Although UTF-8 validation is a common task, I'm trying to solve a slightly different task; given a string of bytes, work out whether it could potentially be a fragment of a valid UTF-8 string. That's a much less common task, so I thought it'd be easiest to write the code myself. Here's the Perl subroutine I came up with:

# Takes one argument, a string with codepoints in the range 0-255
# (representing the bytes of input); returns truthy if and only if some
# valid UTF-8 string has that string as a substring.
sub could_be_substring_of_valid_utf8 {
 # We're using regexes on bytes (encoded as codepoints), so
 # codepoints don't have their normal Unicode meaning.
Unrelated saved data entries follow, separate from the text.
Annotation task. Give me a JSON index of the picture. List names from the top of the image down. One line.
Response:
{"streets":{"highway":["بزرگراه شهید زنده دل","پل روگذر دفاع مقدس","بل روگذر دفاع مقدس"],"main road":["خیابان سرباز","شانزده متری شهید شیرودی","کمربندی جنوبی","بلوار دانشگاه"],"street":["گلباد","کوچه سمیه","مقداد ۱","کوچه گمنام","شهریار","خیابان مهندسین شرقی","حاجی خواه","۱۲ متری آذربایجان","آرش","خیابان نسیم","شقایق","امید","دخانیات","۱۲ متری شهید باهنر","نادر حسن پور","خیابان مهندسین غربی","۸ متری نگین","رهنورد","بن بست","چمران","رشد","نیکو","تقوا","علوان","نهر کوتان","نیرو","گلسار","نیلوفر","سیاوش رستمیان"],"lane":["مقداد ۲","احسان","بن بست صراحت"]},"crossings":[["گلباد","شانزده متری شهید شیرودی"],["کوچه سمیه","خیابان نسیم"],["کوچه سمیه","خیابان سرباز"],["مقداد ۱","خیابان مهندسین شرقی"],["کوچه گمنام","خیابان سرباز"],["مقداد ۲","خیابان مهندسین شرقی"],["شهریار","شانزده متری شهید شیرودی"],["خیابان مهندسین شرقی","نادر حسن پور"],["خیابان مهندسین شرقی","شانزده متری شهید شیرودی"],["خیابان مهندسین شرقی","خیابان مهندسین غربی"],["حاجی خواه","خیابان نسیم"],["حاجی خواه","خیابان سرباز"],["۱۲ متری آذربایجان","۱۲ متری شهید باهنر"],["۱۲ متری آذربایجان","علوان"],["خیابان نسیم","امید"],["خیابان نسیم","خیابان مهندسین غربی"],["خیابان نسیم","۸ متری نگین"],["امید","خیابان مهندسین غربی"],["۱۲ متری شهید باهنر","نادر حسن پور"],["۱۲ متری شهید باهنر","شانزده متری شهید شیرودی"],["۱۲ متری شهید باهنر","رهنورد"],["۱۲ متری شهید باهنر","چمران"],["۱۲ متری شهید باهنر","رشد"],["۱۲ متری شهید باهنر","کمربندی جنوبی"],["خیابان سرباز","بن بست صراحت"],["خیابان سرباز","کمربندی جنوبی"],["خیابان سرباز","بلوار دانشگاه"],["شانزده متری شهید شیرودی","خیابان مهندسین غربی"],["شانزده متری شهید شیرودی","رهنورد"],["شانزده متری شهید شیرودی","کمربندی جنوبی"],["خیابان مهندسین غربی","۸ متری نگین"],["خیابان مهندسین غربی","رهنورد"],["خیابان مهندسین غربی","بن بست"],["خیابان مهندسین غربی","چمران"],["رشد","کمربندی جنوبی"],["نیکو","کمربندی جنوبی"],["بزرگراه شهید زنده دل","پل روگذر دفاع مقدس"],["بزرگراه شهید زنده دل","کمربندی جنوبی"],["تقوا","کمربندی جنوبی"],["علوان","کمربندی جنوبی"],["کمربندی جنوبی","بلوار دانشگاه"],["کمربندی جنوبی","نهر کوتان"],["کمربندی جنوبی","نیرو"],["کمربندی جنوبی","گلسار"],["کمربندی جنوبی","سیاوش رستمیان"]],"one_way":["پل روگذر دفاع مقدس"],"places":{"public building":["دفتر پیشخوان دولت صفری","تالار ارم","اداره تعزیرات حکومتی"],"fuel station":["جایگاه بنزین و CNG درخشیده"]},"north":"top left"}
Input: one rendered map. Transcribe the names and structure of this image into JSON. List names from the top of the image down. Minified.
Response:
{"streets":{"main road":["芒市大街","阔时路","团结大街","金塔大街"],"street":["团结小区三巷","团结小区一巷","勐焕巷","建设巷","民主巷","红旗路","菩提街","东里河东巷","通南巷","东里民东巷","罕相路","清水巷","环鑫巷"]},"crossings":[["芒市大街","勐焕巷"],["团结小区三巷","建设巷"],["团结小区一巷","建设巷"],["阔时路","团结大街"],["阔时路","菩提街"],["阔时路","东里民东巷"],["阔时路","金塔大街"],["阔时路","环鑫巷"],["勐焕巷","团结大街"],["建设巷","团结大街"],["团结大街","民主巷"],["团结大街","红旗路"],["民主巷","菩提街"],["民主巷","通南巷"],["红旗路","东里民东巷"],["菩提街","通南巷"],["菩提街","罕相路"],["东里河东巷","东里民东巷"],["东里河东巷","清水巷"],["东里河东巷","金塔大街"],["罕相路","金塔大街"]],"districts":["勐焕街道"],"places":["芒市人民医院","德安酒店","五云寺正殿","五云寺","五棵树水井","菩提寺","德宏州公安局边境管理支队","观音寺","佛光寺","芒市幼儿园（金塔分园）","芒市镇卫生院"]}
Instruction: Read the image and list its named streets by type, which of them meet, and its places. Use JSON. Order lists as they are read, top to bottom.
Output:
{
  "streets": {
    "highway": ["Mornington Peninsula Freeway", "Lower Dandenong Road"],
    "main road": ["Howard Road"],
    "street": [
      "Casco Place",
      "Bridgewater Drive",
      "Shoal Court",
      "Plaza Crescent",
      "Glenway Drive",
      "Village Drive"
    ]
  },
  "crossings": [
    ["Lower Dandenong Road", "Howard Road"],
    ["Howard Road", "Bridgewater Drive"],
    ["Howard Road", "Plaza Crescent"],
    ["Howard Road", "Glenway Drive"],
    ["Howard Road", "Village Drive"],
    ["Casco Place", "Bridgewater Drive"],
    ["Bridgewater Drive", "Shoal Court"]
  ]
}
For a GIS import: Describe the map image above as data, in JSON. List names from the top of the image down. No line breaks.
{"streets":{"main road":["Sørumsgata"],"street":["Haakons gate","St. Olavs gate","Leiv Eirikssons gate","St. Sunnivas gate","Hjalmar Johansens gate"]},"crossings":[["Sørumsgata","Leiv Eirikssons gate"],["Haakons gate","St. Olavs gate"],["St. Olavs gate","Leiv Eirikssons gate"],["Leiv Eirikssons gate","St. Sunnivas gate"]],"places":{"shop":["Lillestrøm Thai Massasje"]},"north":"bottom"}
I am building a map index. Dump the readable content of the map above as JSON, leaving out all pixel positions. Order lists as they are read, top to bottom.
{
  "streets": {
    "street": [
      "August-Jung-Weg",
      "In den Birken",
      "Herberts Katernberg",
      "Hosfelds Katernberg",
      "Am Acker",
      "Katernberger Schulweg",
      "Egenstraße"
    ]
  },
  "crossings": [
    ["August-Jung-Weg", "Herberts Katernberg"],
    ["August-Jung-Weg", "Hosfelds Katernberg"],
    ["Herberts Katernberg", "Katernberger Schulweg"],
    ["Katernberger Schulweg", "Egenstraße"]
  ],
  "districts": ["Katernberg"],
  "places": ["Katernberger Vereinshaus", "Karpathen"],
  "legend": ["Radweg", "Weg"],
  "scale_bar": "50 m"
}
Tell Perl
 # that ASCII = ASCII (it does in UTF-8), but newlines and
 # codepoints from 128 up are not special.
 use re '/aas';
 my $substring = shift;
 my $cb = qr/[\x80-\xbf]/; # continuation byte
 my $ncb = qr/[^\x80-\xbf]/; # not a continuation byte
 my $lb1 = qr/[\xc0-\xdf]/; # leading byte for 1 continuation byte
 my $lb2 = qr/[\xe0-\xef]/; # leading byte for 2 continuation bytes
 my $lb3 = qr/[\xf0-\xf7]/; # leading byte for 3 continuation bytes
 for ($substring) {
 # Bytes F8 to FF are never legal in UTF-8 (they'd be leading
 # bytes for 4 or more continuation bytes, never necessary to
 # represent something within the Unicode range). Bytes F5-F7
 # are likewise illegal, because any string starting 0xF5 must
 # represent a codepoint of at least U+140000, higher than the
 # maximum codepoint of U+10FFFF.
 return if /[\xf5-\xff]/;
 # Likewise, if we see 4 or more continuation bytes in a row,
 # that's also obviously illegal even if we can't see the
 # leading byte.
 return if /$cb{4}/;
 # A string of continuation bytes cannot appear without a leading
 # byte to its left, so each individual continuation byte requires
 # a leading or continuation byte to its left.
 return if /[\x00-\x7f]$cb/;
 # A string of leading bytes requires exactly that many continuation
 # bytes after it.
 return if /($lb1|$lb2|$lb3)$ncb/; # missing first continuation byte
 return if /($lb2|$lb3).$ncb/; # missing second continuation byte
 return if /$lb3..$ncb/; # missing third continuation byte
 return if /$lb1$cb$cb/; # too many continuation bytes
 return if /$lb2$cb$cb$cb/; # too many continuation bytes
 return if /$lb3$cb$cb$cb$cb/; # too many continuation bytes
 # Codepoints U+D800 to U+DFFF must not be encoded in UTF-8 (as
 # they're used only as an internal part of UTF-16); ban UTF-8
 # sequences that attempt to do that. The encoding of U+D???
 # always starts with 0xED, and the MSB of the next nybble
 # appears in the 0x20s place of the first continuation byte,
 # which is enough information to recognise one even from a
 # partial encoding.
 return if /\xed[\xa0-\xbf]/; # encodes a surrogate
 # Codepoints U+FFFE and U+FFFF must not be encoded in UTF-8.
 # Their encodings are 0xEF 0xBF 0xBE and 0xEF 0xBF 0xBF.
 return if /\xef\xbf[\xbe\xbf]/;
 # Codepoints above U+10FFFF must not be encoded in UTF-8.
 # Encodings starting 0xF4 0x9? encode codepoints of the form
 # U+11????, and are therefore illegal; likewise, 0xF4 0xA?
 # and 0xF4 0xB? encode codepoints of the form U+12???? and
 # U+13???? respectively and are illegal. (Codepoints from
 # U+140000 upwards have been excluded already by the check
 # on illegal bytes.)
 return if /\xf4[\x90-\xbf]/;
 }
 1;
}

As is recommended nowadays for handling raw bytes in Perl, the strings of bytes are represented as strings where each codepoint in the string represents the byte with the corresponding number (e.g. the byte 0xA0 is encoded as "\x{A0}"); this means that you don't have to worry about how the string is represented internally within Perl (as it happens, it has an optimised internal encoding for strings with codepoints in the 0–255 range, but this code doesn't care about whether it's in use or not).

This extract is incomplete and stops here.